[Recorded data]
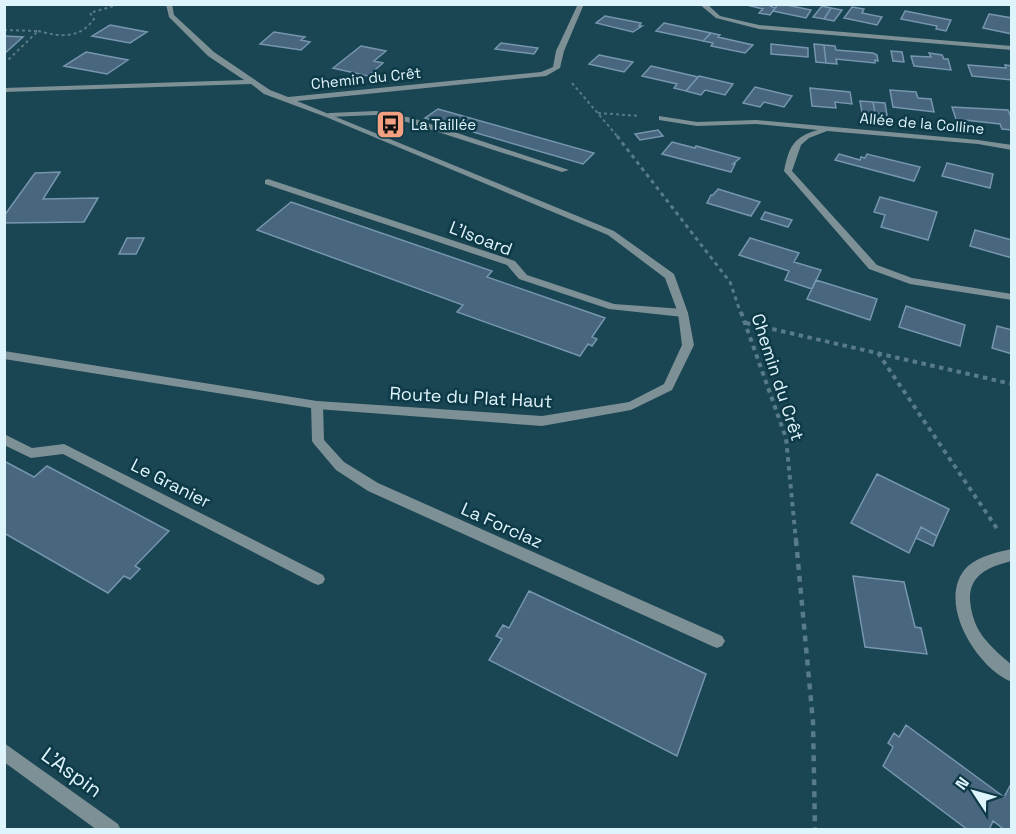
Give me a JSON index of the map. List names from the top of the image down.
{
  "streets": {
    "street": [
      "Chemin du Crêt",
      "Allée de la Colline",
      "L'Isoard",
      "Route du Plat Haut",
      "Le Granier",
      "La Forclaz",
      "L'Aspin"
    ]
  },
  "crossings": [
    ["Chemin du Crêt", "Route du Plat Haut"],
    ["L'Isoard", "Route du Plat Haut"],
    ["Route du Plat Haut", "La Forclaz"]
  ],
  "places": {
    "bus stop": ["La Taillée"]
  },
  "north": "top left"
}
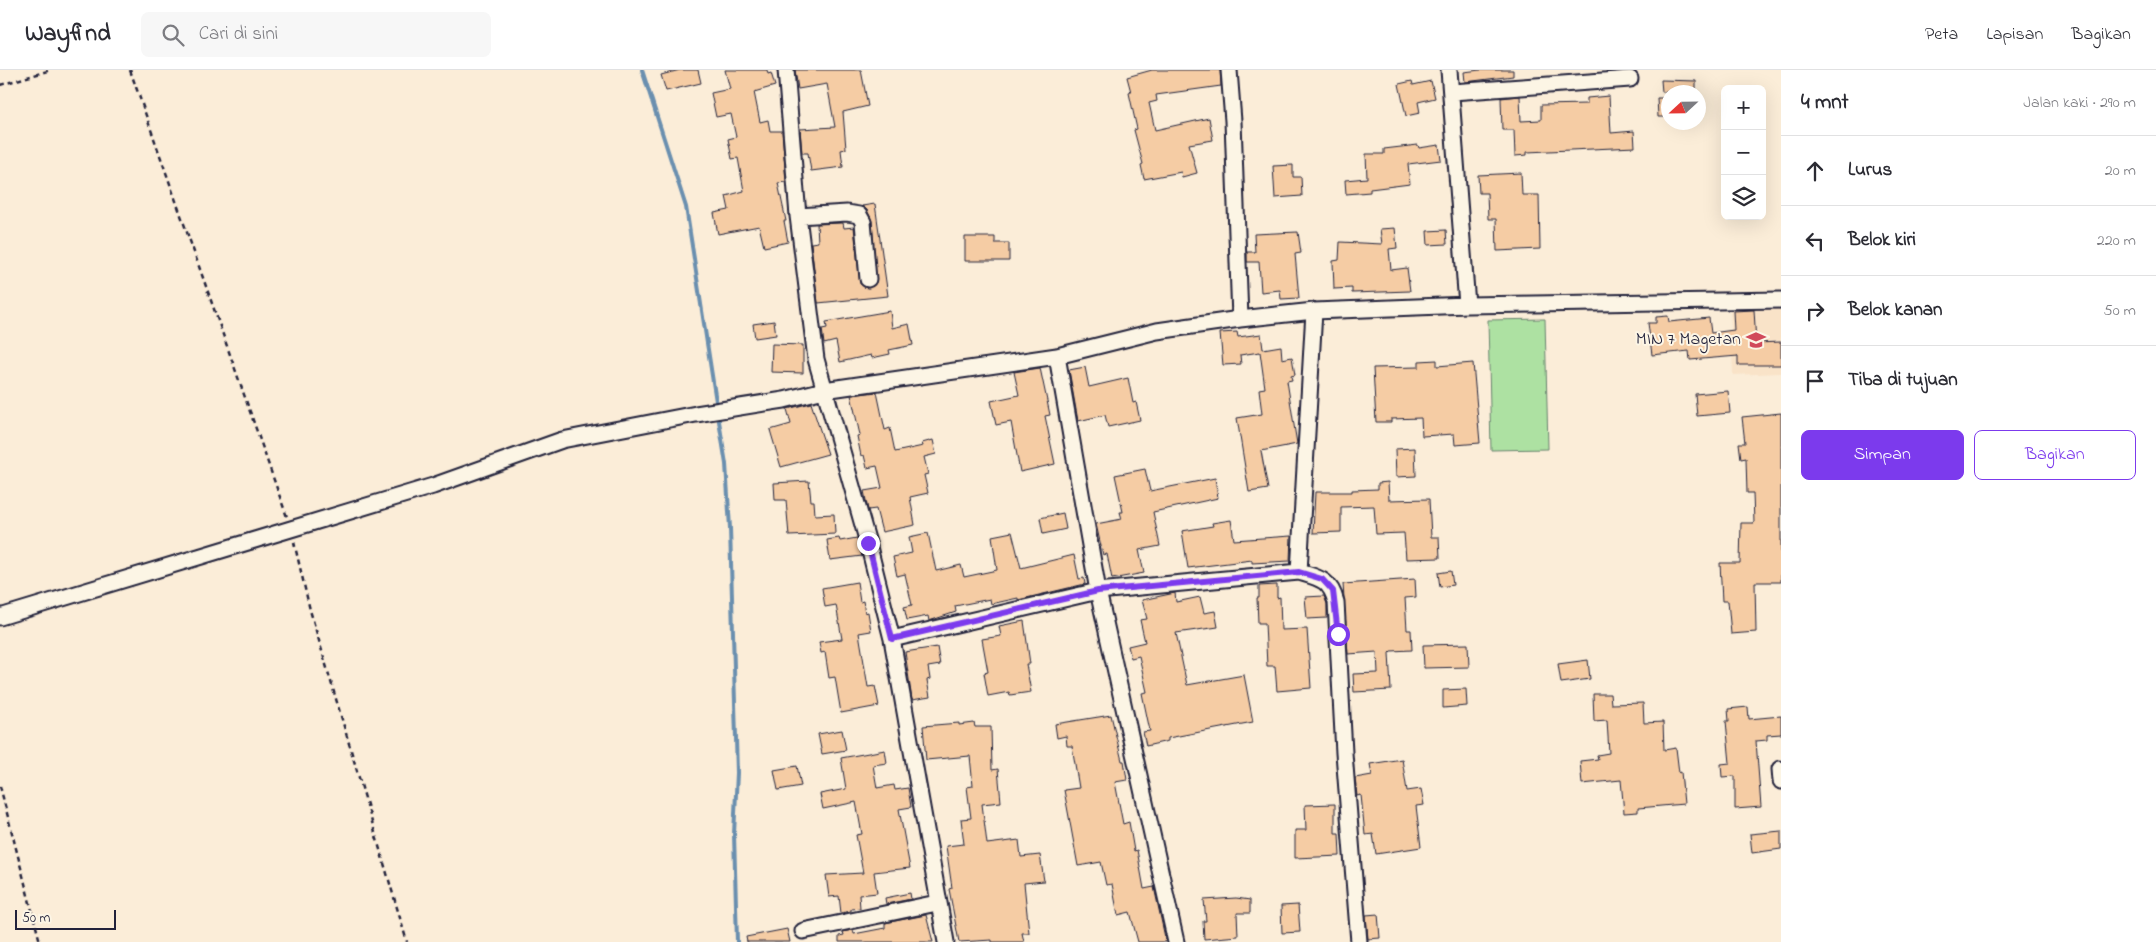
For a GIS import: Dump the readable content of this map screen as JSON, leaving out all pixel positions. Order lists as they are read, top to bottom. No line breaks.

__PROBLEM TO WORK ON__: The entries above need an exact copy without their pictures.

__THE ANSWER__:
Give me a JSON index of the map. List names from the top of the image down.
{
  "streets": {
    "street": [
      "Chemin du Crêt",
      "Allée de la Colline",
      "L'Isoard",
      "Route du Plat Haut",
      "Le Granier",
      "La Forclaz",
      "L'Aspin"
    ]
  },
  "crossings": [
    ["Chemin du Crêt", "Route du Plat Haut"],
    ["L'Isoard", "Route du Plat Haut"],
    ["Route du Plat Haut", "La Forclaz"]
  ],
  "places": {
    "bus stop": ["La Taillée"]
  },
  "north": "top left"
}
For a GIS import: Dump the readable content of this map screen as JSON, leaving out all pixel positions. Order lists as they are read, top to bottom. No line breaks.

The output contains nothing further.